Katie assume naturalmente o papel de organizadora. Ela controla horários, decisões práticas e tenta manter tudo funcionando, mesmo quando o emocional ameaça transbordar. Carrie Coon interpreta essa rigidez com precisão, deixando claro que o controle não nasce da frieza, mas do medo de perder o chão. Christina chega depois de um afastamento longo e carrega culpa, vontade de reparar e uma necessidade quase urgente de proximidade. Elizabeth Olsen dá à personagem uma vulnerabilidade direta, sem exageros, tornando cada tentativa de aproximação algo sincero, mas nem sempre bem recebido. Rachel, vivida por Natasha Lyonne, é quem parece mais confortável em evitar conflitos, usando o humor seco e o distanciamento como forma de sobrevivência emocional.
O filme se passa quase todo dentro do apartamento do pai, e isso pesa. O espaço fechado intensifica tensões, transforma conversas banais em disputas silenciosas e faz com que pequenos gestos ganhem proporções inesperadas. Nada explode de forma grandiosa, mas tudo incomoda. Um comentário atravessado, uma ausência prolongada ou uma decisão tomada sem consenso já são suficientes para deslocar o equilíbrio entre as três.

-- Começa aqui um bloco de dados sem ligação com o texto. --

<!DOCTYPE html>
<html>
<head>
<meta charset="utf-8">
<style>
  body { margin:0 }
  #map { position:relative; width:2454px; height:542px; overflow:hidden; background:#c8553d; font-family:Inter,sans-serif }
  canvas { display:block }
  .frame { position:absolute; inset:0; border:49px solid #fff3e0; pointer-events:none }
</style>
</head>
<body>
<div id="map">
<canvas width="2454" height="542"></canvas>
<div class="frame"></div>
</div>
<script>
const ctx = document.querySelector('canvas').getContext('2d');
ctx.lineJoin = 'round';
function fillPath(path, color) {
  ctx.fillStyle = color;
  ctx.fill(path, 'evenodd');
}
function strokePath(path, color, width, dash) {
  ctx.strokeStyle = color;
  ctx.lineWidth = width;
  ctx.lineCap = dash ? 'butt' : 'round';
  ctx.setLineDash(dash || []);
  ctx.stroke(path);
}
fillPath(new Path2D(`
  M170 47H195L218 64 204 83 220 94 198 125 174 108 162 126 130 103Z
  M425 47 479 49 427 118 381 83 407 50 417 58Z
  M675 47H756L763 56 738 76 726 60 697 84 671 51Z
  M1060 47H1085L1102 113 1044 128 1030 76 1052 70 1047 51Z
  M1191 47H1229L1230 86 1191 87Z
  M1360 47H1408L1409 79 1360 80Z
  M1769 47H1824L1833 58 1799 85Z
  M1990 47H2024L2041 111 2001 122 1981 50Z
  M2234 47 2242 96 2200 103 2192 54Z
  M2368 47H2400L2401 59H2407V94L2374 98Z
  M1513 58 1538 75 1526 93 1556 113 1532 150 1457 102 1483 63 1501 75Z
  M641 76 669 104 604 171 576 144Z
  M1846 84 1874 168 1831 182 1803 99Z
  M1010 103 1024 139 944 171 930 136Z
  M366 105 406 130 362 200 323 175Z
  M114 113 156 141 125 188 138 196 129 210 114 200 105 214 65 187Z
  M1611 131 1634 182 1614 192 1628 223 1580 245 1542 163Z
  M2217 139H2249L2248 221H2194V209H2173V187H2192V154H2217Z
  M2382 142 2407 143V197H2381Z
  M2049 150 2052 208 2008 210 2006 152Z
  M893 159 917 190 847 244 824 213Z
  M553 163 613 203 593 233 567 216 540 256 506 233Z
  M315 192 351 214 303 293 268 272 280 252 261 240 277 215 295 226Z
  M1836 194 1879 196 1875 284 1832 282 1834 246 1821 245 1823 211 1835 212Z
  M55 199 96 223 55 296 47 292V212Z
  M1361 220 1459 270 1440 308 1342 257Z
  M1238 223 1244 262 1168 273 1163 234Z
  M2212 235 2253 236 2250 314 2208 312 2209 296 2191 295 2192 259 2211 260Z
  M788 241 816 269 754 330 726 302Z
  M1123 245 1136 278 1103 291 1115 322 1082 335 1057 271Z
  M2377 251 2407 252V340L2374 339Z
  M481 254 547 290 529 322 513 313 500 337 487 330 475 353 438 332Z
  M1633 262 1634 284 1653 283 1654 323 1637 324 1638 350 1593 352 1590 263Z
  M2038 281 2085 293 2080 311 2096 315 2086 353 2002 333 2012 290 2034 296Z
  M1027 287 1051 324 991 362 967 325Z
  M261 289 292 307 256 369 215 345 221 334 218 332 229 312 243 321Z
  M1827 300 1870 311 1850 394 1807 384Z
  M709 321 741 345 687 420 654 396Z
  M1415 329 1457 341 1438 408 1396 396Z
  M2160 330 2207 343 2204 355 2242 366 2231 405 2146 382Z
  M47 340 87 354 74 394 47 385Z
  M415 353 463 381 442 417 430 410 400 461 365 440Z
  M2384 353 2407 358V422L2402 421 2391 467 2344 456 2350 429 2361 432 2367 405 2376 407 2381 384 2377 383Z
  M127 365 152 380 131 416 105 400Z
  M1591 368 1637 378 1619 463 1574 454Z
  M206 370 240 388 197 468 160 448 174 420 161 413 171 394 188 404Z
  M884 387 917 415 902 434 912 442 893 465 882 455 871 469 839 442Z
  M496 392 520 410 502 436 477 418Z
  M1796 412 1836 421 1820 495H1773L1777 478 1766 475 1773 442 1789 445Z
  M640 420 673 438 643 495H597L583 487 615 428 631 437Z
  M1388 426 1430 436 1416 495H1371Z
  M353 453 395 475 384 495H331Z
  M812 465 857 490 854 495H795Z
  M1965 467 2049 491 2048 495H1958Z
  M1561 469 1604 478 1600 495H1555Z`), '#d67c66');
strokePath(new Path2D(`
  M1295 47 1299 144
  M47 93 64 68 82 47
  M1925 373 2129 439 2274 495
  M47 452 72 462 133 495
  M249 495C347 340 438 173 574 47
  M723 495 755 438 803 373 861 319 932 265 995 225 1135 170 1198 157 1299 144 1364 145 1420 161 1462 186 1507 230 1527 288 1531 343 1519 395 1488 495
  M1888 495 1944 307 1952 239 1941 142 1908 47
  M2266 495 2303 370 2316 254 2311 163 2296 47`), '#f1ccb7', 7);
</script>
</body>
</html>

Azazel Jacobs dirige com contenção e sensibilidade, sem tentar explicar demais os sentimentos das personagens. O que entendemos sobre elas vem das ações, dos silêncios e das escolhas cotidianas. Não há vilãs nem heroínas. Cada irmã acredita estar fazendo o melhor possível dentro das próprias limitações, e o filme é honesto ao mostrar que boas intenções também machucam.
“As Três Filhas” é um drama íntimo, atento às relações familiares como elas realmente são: cheias de afeto mal resolvido, ressentimentos antigos e tentativas imperfeitas de cuidado. É um filme que observa mais do que julga e que confia muito nas atuações, especialmente no equilíbrio entre Carrie Coon, Elizabeth Olsen e Natasha Lyonne. Sem grandes reviravoltas ou discursos, ele deixa a sensação de que algumas despedidas não oferecem catarse, apenas a necessidade de seguir em frente carregando o que foi possível salvar.